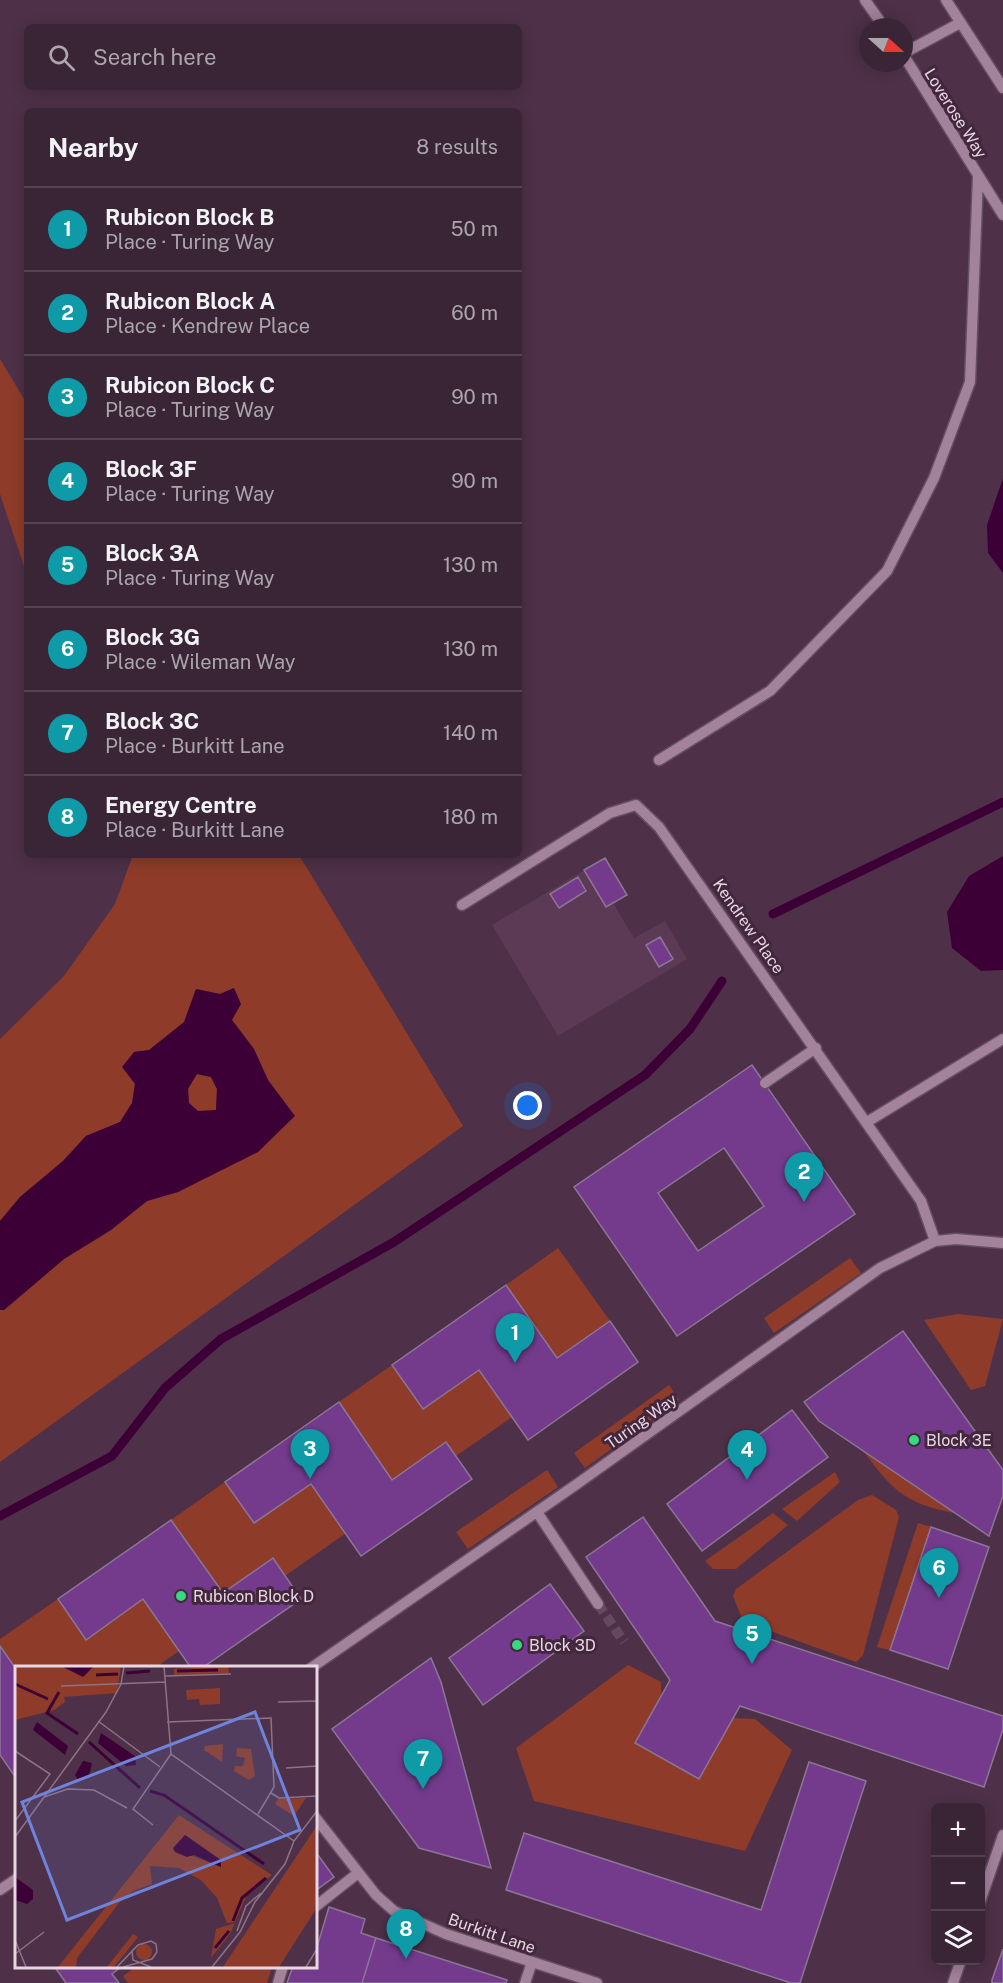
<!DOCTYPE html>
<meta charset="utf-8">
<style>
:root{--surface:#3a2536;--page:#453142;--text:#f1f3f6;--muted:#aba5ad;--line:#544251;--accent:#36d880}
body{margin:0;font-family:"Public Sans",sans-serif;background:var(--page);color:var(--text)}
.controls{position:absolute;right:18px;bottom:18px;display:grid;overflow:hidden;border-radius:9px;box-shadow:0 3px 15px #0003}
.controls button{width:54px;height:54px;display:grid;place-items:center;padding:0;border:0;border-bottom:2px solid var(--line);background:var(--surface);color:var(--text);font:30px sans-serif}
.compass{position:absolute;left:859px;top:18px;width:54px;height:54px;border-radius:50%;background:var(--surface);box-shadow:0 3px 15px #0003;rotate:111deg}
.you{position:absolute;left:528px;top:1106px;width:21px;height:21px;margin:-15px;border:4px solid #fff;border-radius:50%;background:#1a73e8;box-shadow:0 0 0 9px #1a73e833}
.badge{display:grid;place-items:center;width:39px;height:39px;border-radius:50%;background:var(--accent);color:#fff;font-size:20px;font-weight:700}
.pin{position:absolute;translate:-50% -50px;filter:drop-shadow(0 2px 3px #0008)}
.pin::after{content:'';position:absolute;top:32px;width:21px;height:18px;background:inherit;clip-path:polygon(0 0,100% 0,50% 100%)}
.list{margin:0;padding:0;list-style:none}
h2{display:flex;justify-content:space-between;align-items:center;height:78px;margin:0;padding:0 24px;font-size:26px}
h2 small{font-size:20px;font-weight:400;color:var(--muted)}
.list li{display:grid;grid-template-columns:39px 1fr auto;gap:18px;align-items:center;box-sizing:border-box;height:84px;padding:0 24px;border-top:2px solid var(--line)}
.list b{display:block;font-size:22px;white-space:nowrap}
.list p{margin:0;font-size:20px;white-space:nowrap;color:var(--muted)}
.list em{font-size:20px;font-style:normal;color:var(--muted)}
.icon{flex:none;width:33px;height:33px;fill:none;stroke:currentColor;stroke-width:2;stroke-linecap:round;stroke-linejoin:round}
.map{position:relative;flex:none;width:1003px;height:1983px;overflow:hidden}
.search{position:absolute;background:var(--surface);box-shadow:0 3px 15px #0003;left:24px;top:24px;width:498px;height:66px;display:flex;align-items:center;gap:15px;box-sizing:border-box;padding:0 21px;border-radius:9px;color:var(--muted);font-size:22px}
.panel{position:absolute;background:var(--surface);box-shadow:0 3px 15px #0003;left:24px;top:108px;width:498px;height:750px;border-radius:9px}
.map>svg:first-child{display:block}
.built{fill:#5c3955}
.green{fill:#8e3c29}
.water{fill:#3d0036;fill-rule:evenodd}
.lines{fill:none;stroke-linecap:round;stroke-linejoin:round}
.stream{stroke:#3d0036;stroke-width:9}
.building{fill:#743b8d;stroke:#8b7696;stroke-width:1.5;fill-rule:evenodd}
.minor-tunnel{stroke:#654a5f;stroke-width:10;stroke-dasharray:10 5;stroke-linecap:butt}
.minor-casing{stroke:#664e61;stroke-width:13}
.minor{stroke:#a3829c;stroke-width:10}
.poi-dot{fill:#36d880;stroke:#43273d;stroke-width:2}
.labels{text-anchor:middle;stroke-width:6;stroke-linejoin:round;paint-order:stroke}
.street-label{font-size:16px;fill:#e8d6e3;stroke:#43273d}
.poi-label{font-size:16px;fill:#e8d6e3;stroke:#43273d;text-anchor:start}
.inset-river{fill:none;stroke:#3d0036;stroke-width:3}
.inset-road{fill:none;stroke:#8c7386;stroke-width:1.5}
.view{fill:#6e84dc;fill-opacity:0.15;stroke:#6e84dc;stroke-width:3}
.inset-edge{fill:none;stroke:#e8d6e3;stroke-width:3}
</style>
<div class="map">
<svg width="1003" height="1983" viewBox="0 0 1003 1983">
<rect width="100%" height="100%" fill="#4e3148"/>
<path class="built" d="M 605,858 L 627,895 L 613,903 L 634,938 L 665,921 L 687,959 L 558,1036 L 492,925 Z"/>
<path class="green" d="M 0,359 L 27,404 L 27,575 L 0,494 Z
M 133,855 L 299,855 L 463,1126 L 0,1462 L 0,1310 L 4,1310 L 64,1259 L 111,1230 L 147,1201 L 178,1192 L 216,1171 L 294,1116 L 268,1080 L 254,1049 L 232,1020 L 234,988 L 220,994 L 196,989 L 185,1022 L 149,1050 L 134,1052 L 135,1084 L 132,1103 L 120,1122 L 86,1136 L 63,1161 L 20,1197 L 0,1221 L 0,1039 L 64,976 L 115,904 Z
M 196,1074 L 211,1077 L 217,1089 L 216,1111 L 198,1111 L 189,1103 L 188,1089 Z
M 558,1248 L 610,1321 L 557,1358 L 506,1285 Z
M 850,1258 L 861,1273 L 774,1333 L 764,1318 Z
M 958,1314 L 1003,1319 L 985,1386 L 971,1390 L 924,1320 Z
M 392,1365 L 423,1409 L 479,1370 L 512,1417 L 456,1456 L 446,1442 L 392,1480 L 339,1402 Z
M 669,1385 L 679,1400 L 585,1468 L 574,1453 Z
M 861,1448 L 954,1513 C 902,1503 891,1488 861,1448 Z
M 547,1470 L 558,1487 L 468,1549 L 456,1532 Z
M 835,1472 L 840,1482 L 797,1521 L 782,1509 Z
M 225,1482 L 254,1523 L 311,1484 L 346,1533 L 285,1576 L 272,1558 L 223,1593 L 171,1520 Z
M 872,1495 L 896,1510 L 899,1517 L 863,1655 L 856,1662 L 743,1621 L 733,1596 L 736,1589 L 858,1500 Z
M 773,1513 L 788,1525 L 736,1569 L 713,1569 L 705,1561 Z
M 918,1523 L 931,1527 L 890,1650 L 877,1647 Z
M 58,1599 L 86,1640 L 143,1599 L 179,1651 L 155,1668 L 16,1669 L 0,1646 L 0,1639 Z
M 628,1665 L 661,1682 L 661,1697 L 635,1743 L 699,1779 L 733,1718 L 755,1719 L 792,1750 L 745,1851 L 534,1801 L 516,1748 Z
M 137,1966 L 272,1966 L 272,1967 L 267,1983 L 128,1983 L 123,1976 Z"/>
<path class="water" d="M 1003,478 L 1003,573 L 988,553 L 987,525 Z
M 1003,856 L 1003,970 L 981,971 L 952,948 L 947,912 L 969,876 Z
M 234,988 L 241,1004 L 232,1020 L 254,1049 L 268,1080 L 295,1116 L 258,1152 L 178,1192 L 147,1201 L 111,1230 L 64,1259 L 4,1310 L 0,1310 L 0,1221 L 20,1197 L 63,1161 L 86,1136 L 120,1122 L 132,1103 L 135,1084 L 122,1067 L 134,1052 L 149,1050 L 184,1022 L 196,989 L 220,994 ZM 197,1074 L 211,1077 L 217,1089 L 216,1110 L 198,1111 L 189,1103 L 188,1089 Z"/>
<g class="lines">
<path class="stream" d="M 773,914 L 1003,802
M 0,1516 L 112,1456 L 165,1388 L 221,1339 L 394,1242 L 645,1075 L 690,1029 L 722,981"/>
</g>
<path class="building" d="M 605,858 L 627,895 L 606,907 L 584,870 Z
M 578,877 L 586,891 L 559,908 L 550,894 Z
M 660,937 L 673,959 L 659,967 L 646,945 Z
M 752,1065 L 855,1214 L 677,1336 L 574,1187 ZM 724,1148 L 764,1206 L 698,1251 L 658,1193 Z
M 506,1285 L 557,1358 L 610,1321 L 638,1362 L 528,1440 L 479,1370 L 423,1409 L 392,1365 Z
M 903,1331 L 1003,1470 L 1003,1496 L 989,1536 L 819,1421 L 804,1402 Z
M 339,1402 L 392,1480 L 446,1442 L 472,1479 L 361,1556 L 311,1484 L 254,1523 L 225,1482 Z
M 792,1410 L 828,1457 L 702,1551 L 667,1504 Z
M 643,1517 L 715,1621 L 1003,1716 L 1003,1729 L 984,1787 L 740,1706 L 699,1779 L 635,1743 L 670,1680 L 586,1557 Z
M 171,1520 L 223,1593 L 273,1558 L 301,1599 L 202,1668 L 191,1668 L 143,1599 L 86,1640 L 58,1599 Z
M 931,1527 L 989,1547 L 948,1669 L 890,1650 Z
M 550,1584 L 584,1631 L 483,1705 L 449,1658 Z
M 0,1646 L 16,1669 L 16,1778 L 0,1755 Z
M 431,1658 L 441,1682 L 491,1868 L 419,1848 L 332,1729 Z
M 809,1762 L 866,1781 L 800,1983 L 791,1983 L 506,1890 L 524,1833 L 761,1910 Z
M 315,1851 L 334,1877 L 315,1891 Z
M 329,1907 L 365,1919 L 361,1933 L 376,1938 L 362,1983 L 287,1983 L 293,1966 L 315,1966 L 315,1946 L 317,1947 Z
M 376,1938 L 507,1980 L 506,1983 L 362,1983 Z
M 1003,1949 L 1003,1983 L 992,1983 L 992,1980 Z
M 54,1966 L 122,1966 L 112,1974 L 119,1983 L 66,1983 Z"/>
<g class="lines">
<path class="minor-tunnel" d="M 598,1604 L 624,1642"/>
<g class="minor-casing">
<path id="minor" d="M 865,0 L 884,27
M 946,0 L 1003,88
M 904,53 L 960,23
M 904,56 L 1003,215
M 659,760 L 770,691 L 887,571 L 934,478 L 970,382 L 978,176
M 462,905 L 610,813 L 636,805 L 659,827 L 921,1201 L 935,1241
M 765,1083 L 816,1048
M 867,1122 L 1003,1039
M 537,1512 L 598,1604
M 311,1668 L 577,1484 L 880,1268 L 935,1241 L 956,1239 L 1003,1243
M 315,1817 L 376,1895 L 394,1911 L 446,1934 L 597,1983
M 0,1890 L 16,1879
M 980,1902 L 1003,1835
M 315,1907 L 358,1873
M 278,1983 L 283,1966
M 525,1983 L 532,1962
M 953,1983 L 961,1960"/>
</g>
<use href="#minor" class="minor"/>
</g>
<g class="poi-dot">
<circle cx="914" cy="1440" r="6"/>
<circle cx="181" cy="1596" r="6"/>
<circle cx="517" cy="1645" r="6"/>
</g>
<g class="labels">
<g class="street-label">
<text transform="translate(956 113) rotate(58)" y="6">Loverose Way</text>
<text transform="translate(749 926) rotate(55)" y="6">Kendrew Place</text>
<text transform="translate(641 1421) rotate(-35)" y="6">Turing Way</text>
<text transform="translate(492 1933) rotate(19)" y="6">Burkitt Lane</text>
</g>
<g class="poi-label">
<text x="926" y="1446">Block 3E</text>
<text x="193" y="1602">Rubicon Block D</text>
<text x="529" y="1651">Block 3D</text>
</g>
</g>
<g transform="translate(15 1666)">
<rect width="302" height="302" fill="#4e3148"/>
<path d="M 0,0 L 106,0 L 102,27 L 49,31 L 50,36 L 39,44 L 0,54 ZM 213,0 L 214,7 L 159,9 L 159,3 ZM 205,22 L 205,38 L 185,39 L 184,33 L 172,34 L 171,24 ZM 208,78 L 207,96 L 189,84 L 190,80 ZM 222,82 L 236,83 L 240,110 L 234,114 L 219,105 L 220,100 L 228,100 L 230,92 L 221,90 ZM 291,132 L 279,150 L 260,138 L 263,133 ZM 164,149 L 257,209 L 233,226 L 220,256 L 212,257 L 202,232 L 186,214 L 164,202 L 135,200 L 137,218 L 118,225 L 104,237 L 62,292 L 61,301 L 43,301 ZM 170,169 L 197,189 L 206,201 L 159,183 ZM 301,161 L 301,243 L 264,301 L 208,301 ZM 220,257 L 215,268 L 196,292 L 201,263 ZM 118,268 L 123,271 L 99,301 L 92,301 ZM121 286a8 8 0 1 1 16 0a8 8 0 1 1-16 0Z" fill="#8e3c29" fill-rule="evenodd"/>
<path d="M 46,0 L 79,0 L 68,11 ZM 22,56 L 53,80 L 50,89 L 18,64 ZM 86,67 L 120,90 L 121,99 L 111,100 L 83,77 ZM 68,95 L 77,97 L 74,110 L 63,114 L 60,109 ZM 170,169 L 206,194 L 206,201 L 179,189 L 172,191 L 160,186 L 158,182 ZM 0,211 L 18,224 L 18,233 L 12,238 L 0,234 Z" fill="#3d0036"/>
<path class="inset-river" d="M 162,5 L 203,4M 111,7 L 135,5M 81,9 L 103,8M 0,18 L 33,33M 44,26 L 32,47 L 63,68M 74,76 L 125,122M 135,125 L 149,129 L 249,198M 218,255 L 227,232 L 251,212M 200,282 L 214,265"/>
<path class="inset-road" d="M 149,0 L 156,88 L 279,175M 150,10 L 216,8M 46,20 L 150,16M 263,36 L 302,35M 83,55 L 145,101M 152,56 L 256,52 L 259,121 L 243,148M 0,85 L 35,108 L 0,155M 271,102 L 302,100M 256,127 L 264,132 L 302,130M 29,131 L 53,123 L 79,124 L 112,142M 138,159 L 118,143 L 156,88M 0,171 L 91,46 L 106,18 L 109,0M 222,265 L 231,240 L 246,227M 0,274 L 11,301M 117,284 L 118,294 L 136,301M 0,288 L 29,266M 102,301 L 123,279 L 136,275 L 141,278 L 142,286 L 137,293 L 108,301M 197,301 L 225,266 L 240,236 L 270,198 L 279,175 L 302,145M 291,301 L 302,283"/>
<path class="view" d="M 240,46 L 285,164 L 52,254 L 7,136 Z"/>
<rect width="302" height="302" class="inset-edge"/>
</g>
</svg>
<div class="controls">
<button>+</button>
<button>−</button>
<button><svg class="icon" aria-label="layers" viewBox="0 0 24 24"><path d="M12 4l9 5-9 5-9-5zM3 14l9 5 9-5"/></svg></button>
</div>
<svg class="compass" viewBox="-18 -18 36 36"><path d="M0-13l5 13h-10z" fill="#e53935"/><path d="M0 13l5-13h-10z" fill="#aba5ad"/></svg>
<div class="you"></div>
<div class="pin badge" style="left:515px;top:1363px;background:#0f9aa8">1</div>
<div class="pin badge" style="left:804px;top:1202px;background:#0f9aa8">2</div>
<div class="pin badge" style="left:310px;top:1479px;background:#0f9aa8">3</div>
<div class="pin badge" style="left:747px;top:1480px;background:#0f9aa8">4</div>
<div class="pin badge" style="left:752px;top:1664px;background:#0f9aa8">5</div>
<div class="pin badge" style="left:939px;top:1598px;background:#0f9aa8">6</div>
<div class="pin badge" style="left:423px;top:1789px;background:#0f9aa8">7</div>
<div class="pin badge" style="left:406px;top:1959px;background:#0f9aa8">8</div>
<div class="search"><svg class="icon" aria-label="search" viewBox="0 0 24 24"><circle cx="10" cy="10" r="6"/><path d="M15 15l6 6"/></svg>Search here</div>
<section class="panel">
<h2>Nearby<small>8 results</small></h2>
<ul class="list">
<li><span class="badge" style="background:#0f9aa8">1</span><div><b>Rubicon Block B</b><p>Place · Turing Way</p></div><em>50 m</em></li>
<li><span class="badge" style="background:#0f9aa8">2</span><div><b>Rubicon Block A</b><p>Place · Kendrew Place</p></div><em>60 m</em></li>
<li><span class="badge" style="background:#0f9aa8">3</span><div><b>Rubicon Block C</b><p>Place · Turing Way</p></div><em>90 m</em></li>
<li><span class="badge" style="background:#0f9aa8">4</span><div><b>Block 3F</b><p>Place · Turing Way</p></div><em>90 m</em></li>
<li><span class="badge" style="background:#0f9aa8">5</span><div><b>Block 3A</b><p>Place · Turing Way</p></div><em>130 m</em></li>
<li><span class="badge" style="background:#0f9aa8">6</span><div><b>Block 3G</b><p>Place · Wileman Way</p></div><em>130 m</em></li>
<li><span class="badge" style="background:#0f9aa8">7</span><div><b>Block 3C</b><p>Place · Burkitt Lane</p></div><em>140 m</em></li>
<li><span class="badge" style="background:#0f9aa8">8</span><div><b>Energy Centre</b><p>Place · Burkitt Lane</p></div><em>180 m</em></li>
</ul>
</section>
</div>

TASK STATEMENT: From the listing above, repeat exactly the lines starting at the line that includes "M 953,1983 L" and ending at the line that includes "46,0 L 79,0", with nothing outside that span.

ANSWER SECTION:
M 953,1983 L 961,1960"/>
</g>
<use href="#minor" class="minor"/>
</g>
<g class="poi-dot">
<circle cx="914" cy="1440" r="6"/>
<circle cx="181" cy="1596" r="6"/>
<circle cx="517" cy="1645" r="6"/>
</g>
<g class="labels">
<g class="street-label">
<text transform="translate(956 113) rotate(58)" y="6">Loverose Way</text>
<text transform="translate(749 926) rotate(55)" y="6">Kendrew Place</text>
<text transform="translate(641 1421) rotate(-35)" y="6">Turing Way</text>
<text transform="translate(492 1933) rotate(19)" y="6">Burkitt Lane</text>
</g>
<g class="poi-label">
<text x="926" y="1446">Block 3E</text>
<text x="193" y="1602">Rubicon Block D</text>
<text x="529" y="1651">Block 3D</text>
</g>
</g>
<g transform="translate(15 1666)">
<rect width="302" height="302" fill="#4e3148"/>
<path d="M 0,0 L 106,0 L 102,27 L 49,31 L 50,36 L 39,44 L 0,54 ZM 213,0 L 214,7 L 159,9 L 159,3 ZM 205,22 L 205,38 L 185,39 L 184,33 L 172,34 L 171,24 ZM 208,78 L 207,96 L 189,84 L 190,80 ZM 222,82 L 236,83 L 240,110 L 234,114 L 219,105 L 220,100 L 228,100 L 230,92 L 221,90 ZM 291,132 L 279,150 L 260,138 L 263,133 ZM 164,149 L 257,209 L 233,226 L 220,256 L 212,257 L 202,232 L 186,214 L 164,202 L 135,200 L 137,218 L 118,225 L 104,237 L 62,292 L 61,301 L 43,301 ZM 170,169 L 197,189 L 206,201 L 159,183 ZM 301,161 L 301,243 L 264,301 L 208,301 ZM 220,257 L 215,268 L 196,292 L 201,263 ZM 118,268 L 123,271 L 99,301 L 92,301 ZM121 286a8 8 0 1 1 16 0a8 8 0 1 1-16 0Z" fill="#8e3c29" fill-rule="evenodd"/>
<path d="M 46,0 L 79,0 L 68,11 ZM 22,56 L 53,80 L 50,89 L 18,64 ZM 86,67 L 120,90 L 121,99 L 111,100 L 83,77 ZM 68,95 L 77,97 L 74,110 L 63,114 L 60,109 ZM 170,169 L 206,194 L 206,201 L 179,189 L 172,191 L 160,186 L 158,182 ZM 0,211 L 18,224 L 18,233 L 12,238 L 0,234 Z" fill="#3d0036"/>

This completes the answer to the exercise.